Weight: about 1 question per AFCAT paper (deepest of the high-yield tier within reasoning).
Core kit: angle formula |30H − 5.5M|, hands-coincide gap 720/11 min, odd-days rule for any calendar date.
Time budget: 45–60 seconds per item; never compute by drawing the clock.

Overview

Clocks and Calendars appears about 1 times per paper across the last four AFCAT solved papers, placing it in the high yield band of Reasoning and Aptitude.

Clocks and Calendars is a small but reliable scoring slot in AFCAT reasoning. Over the last four solved papers the topic delivers roughly one question per attempt, and every one of those questions is solvable from a tiny formula sheet. There is no figure work, no language ambiguity and no syllogism trap — the only risks are arithmetic slips and the century-leap-year exception. Treat this topic as an almost-guaranteed +3, not a thinking problem. The clock half rests on two facts: the minute hand sweeps 6° per minute and the hour hand 0.5° per minute, so the minute hand gains 5.5° on the hour hand every minute. The calendar half rests on one fact: every block of days contributes a fixed number of leftover days after removing whole weeks, and those leftover days (the odd days) tell you the day of the week. Master those two ideas and the topic is essentially closed.

Why this topic is pure formula work

AFCAT does not test clock reading or calendar memory. It tests whether you can convert a time or a date into an angle or an odd-day count and then plug into a one-line formula. Every stem in the four recent solved papers reduces to one of five templates:

Find the angle between the hands at a given H:M.
Find the time between H and H+1 when the hands coincide, are at 90°, or are opposite.
A clock gains or loses a fixed number of seconds per day; when does it show the correct time again.
A particular date is a given weekday; what weekday is the same or a different date some years later.
What was the day on a far-back date such as 15 August 1947 or 26 January 1950.

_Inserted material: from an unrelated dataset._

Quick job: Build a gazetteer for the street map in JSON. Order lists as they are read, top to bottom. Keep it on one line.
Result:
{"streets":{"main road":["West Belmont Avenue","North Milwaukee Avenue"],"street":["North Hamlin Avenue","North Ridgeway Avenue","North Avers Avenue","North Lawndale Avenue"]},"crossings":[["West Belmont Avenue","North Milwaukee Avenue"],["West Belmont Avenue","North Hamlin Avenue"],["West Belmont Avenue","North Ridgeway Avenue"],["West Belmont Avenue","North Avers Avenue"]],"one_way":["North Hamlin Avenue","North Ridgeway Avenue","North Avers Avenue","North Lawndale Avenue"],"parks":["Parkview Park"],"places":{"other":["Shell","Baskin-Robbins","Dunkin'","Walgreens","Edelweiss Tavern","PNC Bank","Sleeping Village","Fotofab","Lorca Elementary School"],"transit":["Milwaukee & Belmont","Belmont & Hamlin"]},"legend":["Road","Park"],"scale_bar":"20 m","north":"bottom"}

Because the templates are fixed, the only way to fail is to misuse a sign or forget the century exception. The sections below give you each template plus the trap attached to it.

Clock basics — angular speed of each hand

A clock face is a 360° circle. The minute hand completes one full circle in 60 minutes; the hour hand completes one full circle in 12 hours (720 minutes). Convert each to degrees per minute and memorise the three numbers below.

Hand	Full circle in	Speed (degrees per minute)
Minute hand	60 minutes	6°/min
Hour hand	720 minutes	0.5°/min
Minute relative to hour (gain)	—	5.5°/min

The 5.5°/min relative speed is the single most useful number in clock problems. Every coincidence question, every right-angle question and every opposite-hands question is solved by dividing some target gap by 5.5.

Memory peg: in one minute the minute hand sprints 6° while the hour hand crawls 0.5°. The gap closes or opens at 6 − 0.5 = 5.5° each minute.

Angle between the hands at H:M

At H hours and M minutes past the hour, the hour hand has swept (30H + 0.5M) degrees from the 12-o'clock mark, and the minute hand has swept 6M degrees. The signed difference between them is (30H − 5.5M). Take the magnitude, and if the answer exceeds 180° subtract from 360° to give the smaller angle.

Formula: Angle between hands = |30H − 5.5M|, then take min(angle, 360 − angle).

Time	30H	5.5M	\|30H − 5.5M\|	Smaller angle
3:00	90	0	90	90°
6:00	180	0	180	180°
9:00	270	0	270	90°
3:15	90	82.5	7.5	7.5°
4:20	120	110	10	10°
7:40	210	220	10	10°

Common slip: at 3:15 the hands are not on top of each other. The hour hand has moved 7.5° past the 3-mark while the minute hand is exactly on it, so the gap is 7.5° not zero.

Hands coincide — every 65 and 5/11 minutes

The two hands point in the same direction at 12:00. After that, the minute hand has to gain a full 360° on the hour hand to catch up again. At a relative speed of 5.5°/min, the time taken is 360 ÷ 5.5 = 720/11 minutes, which is 65 minutes and 5/11 of a minute (about 65 minutes 27.27 seconds).

In 12 hours the hands therefore coincide 11 times (not 12), because the 12-hour interval contains only eleven gaps of 720/11 minutes. In 24 hours they coincide 22 times.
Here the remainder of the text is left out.